Экспериментальная часть

2. Материалы и методы

2.1 Культивирование микроорганизмов

Объектами исследования служили клетки штаммов Salmonella typhimurium 14028S WT, ΔluxS::Kan^R, ΔrpoS::Kan^R. Клетки бактерий выращивали на среде LB (Luria-Bertani) (Sambrook et. al, 1989), содержащей на 1 л: 10 г пептона, 5 г дрожжевого экстракта, 10 г NaCl, рН 7,5, в термостатируемом шейкере-инкубаторе IS-971R (JEIO TECH, Южная Корея) при 160 оборотах/мин и 28 ^оС. При необходимости в среды добавляли канамицин в концентрации 34 мкг/мл. В качестве инокулята использовали культуры стационарной фазы роста c оптической плотностью клеточной суспензии – 0.3 (λ = 600 нм).

Для создания условий голодания клетки микроорганизмов осаждали центрифугированием и ресуспендировали в эквивалентном объеме безуглеродной минеральной среды АВ, содержащей (г/л): NH4Cl, 1; MgSO4 7H₂O, 0.62; KCl, 0,15; CaCl₂х2H₂O, 0,013; FeSO4х7H₂O, 0,005, pH 7,5. Процедуру повторяли дважды, после чего готовили клеточные суспензии в серии десятикратных разведений и инкубировали их при 28 °С без аэрации.
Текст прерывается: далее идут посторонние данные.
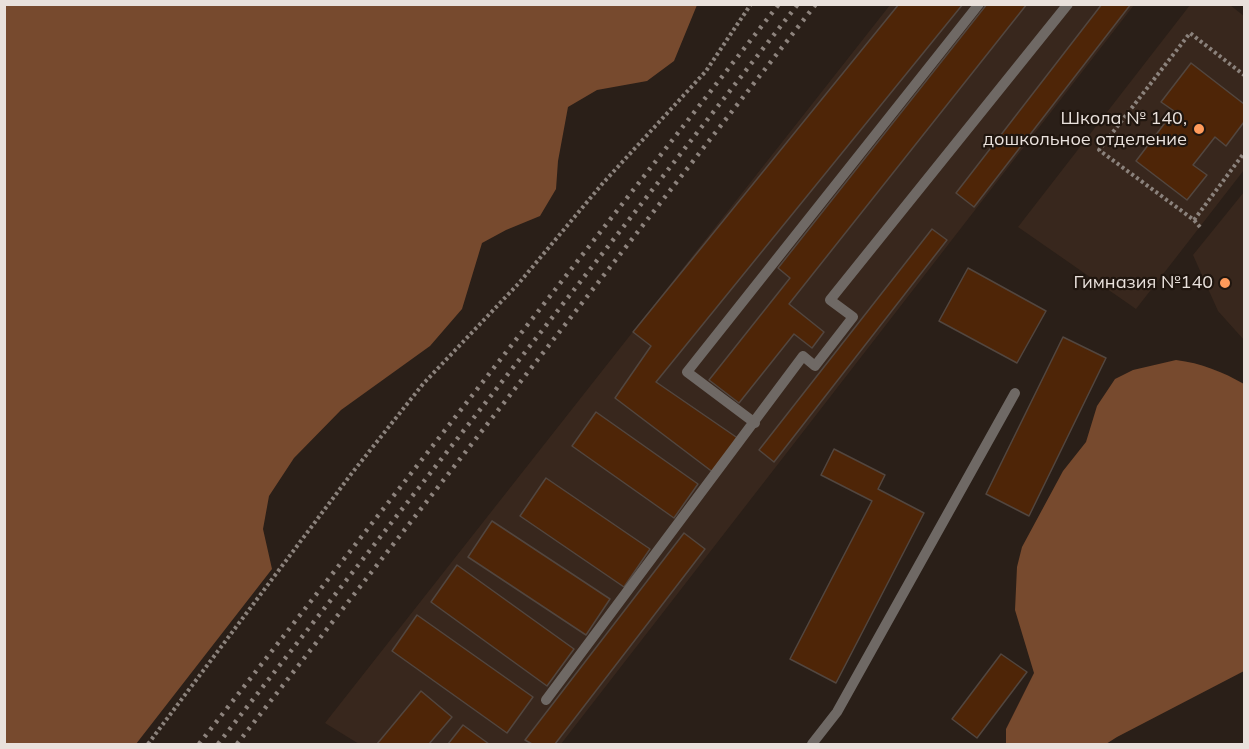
<!DOCTYPE html>
<html>
<head>
<meta charset="utf-8">
<style>
  body { margin:0 }
  #map { position:relative; width:1249px; height:749px; overflow:hidden; background:#2a1f18; font-family:Mulish,sans-serif }
  canvas { display:block }
  .frame { position:absolute; inset:0; border:6px solid #e9e1dc; pointer-events:none }
</style>
</head>
<body>
<div id="map">
<canvas width="1249" height="749"></canvas>
<div class="frame"></div>
</div>
<script>
const ctx = document.querySelector('canvas').getContext('2d');
ctx.lineJoin = 'round';
function fill(path, color) { ctx.fillStyle = color; ctx.fill(path, 'evenodd'); }
function trace(path, color, width, dash) { ctx.strokeStyle = color; ctx.lineWidth = width; ctx.lineCap = dash ? 'butt' : 'round'; ctx.setLineDash(dash || []); ctx.stroke(path); }
function write(font, color, halo, rows, align = 'center') {
  ctx.font = font + ' Mulish,sans-serif'; ctx.lineWidth = 4.5; ctx.setLineDash([]); ctx.textBaseline = 'middle'; ctx.strokeStyle = halo; ctx.fillStyle = color; for (const [text, x, y, turn = 0] of rows) {
    ctx.save(); ctx.translate(x, y); ctx.rotate((+turn || 0) * Math.PI / 180); ctx.textAlign = isNaN(turn) ? turn : align; if (halo) ctx.strokeText(text, 0, 0); ctx.fillText(text, 0, 0); ctx.restore();
  }
}
fill(new Path2D(`
  M890,5H1134L561,744H359L325,723Z
  M1190,5H1230L1244,16V170L1136,309L1018,227Z
  M1244,192V340L1218,311L1193,255Z`), '#38271d');
fill(new Path2D(`
  M4,5H697L674,61L647,81L597,90L568,107L558,161L556,189L540,216L506,230L482,243L462,309L430,346L341,410L294,458L269,496L263,529L272,569L136,744H5Z
  M1176,360C1201,363 1223,372 1244,384V671L1117,737L1106,744H1006V729L1034,673L1015,610L1017,567L1022,547L1063,471L1086,442L1097,406L1115,379L1133,370Z`), '#774a2e');
const building = new Path2D(`
  M899,4H963L656,382L739,439L714,473L615,398L651,346L633,332Z
  M987,4H1027L789,304L824,332L812,348L794,334L739,403L709,380L790,278L778,268Z
  M1102,4H1131L974,207L956,193Z
  M1191,63L1244,104V122L1226,146L1215,137L1193,165L1207,175L1187,200L1136,161L1174,111L1161,102Z
  M932,229L947,240L774,462L759,450Z
  M968,268L1046,311L1017,363L939,321Z
  M1063,337L1106,358L1029,516L986,494Z
  M596,412L698,484L674,518L572,446Z
  M834,449L885,475L878,489L924,513L836,683L790,659L872,501L821,475Z
  M546,478L650,549L624,587L520,516Z
  M492,521L610,599L586,635L468,557Z
  M684,533L705,549L555,744H532L525,740Z
  M457,565L574,649L547,686L431,602Z
  M417,615L533,697L507,733L392,651Z
  M1001,654L1027,672L977,738L952,719Z
  M421,691L452,717L429,744H377Z
  M463,725L489,744H448Z`);
fill(building, '#4e2507');
trace(building, '#52463f', 1.5);
trace(new Path2D(`
  M1194,220L1244,153
  M1200,227L1194,220L1099,150L1190,33L1244,75
  M148,744L352,473L423,384L519,283L603,183L706,71L751,4`), '#8b827c', 4, [3, 3]);
trace(new Path2D(`
  M755,423L687,372L979,4
  M546,700L803,356L815,366L853,317L830,300L1068,4
  M812,744L837,712L1015,393`), '#6f6965', 10);
trace(new Path2D(`
  M199,744L779,4
  M218,744L798,4
  M237,744L816,4`), '#8d837d', 4.5, [3, 6]);
for (const [x, y, r, color] of [
  [1199,129,6,"#ff9b5b"],
  [1225,283,6,"#ff9b5b"]
]) { const dot = new Path2D(); dot.arc(x, y, r, 0, 2 * Math.PI); ctx.fillStyle = color; ctx.fill(dot); trace(dot, '#20160f', 2); }
write('18px', '#e9e1dc', '#20160f', [
  ["Школа № 140,",1187,119],
  ["дошкольное отделение",1187,140],
  ["Гимназия №140",1213,283]
], 'right');
</script>
</body>
</html>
2.2 Оценка роста бактериальной культуры

Оценку роста культур клеток проводили по количеству колониеобразующих единиц в миллилитре культуры (КОЕ/мл) стандартным методом (Блажевич, 2004). Суспензию клеток микроорганизмов последовательно разводили в среде АВ в серии десятикратных разведений. По 0,1 мл из каждого разведения наносили на чашки Петри, содержащие 20 мл агаризованной среды LB (1,5 % бактоагара Ferak Berlin, Германия) и растирали по поверхности при помощи шпателя Дригальского. Засеянные чашки Петри инкубировали в термостате при 28 ^оС. Подсчет колоний проводили через сутки после посева, на чашках, в которых вырастало от 20 до 200 колоний. Титр КОЕ в исходной культуре определяли по среднему числу колоний, с учетом степени разведения. Определение динамики роста культур клеток проводили спектрофотометрическим методом на спектрофотометре λ-25 фирмы Perkin Elmer (США) при длине волны λ = 600 нм.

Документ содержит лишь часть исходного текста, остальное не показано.